═════ The data ═════
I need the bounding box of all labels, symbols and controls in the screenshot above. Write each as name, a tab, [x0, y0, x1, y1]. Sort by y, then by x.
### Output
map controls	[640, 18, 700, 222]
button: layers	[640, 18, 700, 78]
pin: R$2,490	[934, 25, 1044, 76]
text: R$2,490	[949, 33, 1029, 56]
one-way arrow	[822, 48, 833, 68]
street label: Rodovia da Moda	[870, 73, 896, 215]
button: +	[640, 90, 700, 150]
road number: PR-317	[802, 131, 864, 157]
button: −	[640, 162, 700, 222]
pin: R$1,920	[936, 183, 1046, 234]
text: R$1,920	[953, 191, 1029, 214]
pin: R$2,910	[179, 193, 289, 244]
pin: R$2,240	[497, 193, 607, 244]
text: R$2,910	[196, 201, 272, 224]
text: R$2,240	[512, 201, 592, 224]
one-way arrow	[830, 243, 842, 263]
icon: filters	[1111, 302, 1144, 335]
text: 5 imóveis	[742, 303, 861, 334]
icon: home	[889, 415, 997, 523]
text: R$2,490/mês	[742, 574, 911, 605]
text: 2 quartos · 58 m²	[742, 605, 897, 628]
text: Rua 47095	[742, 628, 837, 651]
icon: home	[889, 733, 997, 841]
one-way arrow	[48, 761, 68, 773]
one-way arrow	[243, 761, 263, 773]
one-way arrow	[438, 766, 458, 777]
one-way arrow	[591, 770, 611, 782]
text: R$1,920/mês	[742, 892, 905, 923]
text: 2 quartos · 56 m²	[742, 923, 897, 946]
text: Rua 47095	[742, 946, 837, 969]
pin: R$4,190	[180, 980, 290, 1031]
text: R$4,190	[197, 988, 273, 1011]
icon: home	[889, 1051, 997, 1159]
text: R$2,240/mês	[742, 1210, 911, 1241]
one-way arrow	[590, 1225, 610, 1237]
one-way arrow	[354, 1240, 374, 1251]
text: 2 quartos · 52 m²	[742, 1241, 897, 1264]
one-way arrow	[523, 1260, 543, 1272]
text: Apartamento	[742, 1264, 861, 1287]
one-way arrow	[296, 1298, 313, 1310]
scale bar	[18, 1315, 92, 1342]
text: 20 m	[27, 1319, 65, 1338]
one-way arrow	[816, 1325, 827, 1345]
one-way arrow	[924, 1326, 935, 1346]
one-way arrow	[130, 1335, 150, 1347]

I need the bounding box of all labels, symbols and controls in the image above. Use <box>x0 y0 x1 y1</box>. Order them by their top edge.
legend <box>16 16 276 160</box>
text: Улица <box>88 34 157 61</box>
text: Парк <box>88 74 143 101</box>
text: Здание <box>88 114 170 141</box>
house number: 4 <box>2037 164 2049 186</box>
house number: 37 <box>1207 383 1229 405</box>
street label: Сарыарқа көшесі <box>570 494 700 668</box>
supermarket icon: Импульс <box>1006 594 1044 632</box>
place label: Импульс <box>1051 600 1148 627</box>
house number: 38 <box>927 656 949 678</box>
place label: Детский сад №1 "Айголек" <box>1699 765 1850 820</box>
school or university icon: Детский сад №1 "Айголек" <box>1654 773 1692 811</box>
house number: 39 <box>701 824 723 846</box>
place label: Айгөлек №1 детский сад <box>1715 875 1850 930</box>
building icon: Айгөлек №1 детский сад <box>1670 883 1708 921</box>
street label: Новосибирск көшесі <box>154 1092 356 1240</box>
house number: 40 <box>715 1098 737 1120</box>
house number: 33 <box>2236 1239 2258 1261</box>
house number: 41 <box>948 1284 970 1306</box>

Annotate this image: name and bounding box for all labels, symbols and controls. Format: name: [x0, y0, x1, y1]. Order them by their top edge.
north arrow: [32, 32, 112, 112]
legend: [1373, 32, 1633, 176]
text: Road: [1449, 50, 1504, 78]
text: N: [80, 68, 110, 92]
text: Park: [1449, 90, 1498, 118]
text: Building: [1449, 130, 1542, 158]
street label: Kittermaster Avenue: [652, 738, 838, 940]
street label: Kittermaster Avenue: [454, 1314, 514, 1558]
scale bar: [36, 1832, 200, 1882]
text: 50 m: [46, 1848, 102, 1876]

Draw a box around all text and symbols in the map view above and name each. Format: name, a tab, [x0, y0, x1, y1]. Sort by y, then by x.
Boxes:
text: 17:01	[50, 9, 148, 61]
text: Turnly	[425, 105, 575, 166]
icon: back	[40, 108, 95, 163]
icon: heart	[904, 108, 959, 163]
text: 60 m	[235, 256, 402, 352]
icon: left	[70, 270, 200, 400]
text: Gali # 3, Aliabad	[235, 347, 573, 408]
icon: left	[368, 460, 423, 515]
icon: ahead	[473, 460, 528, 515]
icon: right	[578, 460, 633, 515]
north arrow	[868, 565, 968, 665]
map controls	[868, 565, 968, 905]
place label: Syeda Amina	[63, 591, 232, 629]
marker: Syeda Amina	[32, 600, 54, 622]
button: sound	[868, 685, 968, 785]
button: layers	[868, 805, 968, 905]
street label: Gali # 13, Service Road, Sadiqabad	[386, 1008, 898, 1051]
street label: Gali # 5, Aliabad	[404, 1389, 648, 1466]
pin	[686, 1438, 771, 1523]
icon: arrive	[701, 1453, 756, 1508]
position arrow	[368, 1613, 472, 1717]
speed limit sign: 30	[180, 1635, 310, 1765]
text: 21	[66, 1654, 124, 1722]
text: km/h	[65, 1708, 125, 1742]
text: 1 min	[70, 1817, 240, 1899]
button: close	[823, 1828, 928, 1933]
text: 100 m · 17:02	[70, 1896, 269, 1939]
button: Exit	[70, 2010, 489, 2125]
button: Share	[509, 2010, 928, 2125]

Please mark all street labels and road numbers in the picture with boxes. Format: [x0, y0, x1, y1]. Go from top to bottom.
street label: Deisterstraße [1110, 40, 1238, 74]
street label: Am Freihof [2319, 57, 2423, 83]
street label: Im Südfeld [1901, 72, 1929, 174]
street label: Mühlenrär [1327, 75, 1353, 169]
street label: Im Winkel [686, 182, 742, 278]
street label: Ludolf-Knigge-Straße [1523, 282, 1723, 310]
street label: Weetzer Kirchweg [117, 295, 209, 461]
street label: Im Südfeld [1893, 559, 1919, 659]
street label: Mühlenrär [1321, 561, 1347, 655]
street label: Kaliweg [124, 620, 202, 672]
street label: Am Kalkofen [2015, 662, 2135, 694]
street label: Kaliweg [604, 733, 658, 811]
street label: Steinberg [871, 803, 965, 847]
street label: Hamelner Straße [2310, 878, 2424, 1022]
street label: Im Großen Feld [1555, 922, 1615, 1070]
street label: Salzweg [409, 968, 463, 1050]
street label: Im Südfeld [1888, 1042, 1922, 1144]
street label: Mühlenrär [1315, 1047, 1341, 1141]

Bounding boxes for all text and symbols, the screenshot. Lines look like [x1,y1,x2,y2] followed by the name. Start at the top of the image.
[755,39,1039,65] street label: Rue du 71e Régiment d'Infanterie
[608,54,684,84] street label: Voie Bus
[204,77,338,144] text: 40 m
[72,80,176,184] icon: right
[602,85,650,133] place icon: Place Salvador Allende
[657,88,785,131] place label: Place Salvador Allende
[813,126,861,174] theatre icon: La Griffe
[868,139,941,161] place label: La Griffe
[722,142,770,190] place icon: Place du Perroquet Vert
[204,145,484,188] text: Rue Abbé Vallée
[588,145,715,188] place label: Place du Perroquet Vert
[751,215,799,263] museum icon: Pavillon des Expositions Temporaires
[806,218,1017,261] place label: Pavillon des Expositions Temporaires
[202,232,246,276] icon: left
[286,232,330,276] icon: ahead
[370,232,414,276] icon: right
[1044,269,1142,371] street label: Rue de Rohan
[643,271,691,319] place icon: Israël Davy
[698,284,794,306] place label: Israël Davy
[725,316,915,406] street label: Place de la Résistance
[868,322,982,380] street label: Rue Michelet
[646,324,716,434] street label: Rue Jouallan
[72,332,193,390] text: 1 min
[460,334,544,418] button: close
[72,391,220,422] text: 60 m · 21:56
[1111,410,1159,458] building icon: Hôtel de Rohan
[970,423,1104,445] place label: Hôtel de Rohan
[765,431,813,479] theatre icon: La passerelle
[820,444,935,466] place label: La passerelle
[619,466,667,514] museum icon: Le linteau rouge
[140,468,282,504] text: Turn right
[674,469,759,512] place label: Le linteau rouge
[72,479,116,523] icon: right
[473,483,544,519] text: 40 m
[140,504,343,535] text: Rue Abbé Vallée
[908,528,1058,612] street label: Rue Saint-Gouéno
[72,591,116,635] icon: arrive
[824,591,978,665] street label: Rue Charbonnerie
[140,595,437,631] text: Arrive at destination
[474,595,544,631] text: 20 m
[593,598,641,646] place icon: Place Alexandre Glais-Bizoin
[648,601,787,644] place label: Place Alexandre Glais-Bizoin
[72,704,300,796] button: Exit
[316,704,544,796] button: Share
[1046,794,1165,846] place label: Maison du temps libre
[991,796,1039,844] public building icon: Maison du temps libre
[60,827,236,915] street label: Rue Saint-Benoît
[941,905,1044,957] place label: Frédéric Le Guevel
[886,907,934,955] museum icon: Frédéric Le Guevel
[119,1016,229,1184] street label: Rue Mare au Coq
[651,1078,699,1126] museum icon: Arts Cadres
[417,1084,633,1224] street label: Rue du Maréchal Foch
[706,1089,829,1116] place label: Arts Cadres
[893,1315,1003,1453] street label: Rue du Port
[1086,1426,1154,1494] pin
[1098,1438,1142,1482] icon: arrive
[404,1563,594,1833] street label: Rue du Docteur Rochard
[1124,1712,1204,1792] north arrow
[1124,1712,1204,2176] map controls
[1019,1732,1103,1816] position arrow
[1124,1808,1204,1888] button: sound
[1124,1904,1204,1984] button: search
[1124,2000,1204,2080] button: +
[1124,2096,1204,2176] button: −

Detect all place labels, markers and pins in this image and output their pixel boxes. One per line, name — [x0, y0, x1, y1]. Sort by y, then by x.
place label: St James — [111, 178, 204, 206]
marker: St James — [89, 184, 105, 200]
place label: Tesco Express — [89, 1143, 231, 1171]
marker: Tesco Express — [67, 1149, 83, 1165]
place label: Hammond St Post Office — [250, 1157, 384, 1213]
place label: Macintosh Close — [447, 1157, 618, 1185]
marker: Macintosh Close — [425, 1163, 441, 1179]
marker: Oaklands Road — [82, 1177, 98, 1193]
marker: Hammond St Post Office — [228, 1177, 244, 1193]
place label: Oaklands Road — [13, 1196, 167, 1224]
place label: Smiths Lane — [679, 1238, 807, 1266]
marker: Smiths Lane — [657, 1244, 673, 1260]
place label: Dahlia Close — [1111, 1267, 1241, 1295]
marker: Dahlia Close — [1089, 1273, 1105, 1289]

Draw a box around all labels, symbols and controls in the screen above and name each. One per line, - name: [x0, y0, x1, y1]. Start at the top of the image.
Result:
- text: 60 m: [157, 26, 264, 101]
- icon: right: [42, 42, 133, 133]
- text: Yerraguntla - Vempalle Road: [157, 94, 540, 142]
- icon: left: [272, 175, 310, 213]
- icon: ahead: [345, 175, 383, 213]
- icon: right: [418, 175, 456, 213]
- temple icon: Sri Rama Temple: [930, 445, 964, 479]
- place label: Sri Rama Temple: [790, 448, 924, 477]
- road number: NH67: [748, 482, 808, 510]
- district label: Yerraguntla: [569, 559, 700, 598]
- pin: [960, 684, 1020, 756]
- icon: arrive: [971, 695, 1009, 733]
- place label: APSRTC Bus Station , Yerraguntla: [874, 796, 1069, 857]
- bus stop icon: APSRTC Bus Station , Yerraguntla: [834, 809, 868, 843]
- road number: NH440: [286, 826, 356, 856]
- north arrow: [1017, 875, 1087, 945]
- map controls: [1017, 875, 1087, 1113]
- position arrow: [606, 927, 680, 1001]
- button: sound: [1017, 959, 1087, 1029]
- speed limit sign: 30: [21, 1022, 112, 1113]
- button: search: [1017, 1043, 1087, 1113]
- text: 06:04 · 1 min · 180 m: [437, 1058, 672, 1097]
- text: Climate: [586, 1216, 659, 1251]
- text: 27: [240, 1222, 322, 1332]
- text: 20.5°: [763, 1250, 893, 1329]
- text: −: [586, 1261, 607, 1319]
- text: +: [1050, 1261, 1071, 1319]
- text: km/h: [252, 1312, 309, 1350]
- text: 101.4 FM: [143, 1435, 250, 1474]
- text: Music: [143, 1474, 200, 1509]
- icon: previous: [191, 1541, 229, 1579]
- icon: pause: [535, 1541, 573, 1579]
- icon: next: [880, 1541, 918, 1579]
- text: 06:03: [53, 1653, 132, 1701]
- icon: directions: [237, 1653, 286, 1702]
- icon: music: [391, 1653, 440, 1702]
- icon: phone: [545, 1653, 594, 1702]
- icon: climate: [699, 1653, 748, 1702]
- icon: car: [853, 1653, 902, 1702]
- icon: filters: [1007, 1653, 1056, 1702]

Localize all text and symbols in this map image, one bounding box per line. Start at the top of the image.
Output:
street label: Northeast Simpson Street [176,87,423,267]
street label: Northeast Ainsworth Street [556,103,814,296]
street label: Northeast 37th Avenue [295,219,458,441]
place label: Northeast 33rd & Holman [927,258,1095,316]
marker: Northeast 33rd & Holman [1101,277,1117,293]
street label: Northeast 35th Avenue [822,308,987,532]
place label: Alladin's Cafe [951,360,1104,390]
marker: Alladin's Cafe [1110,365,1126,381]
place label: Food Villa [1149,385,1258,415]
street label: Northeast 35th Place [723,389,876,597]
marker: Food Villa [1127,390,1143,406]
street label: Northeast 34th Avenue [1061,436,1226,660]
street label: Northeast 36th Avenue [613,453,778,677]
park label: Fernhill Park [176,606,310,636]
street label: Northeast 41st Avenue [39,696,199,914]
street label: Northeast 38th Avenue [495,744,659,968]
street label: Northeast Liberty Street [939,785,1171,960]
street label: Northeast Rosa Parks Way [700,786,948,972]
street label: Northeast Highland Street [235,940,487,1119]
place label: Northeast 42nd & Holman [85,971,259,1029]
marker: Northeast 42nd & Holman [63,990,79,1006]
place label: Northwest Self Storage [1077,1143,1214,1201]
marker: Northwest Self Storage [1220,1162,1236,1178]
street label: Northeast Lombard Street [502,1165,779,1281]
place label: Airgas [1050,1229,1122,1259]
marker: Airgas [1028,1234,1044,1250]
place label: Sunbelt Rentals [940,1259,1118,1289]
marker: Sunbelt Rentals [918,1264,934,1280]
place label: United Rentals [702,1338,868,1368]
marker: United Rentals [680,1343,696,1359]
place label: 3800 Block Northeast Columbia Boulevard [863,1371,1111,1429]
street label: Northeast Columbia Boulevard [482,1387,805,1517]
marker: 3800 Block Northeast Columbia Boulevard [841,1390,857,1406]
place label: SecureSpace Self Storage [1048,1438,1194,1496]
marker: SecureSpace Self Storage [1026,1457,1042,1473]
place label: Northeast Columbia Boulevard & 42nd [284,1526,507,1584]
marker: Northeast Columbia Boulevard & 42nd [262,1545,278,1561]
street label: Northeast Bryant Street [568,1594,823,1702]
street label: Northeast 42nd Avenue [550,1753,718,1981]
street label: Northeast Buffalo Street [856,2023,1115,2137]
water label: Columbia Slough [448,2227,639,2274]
═════
Aim of the exercise — Looking at the records above, which lines contain "Draw"? Copy those lines.

Result —
Draw a box around all text and symbols in the map view above and name each. Format: name, a tab, [x0, y0, x1, y1]. Sort by y, then by x.
Draw a box around all labels, symbols and controls in the screen above and name each. One per line, - name: [x0, y0, x1, y1]. Start at the top of the image.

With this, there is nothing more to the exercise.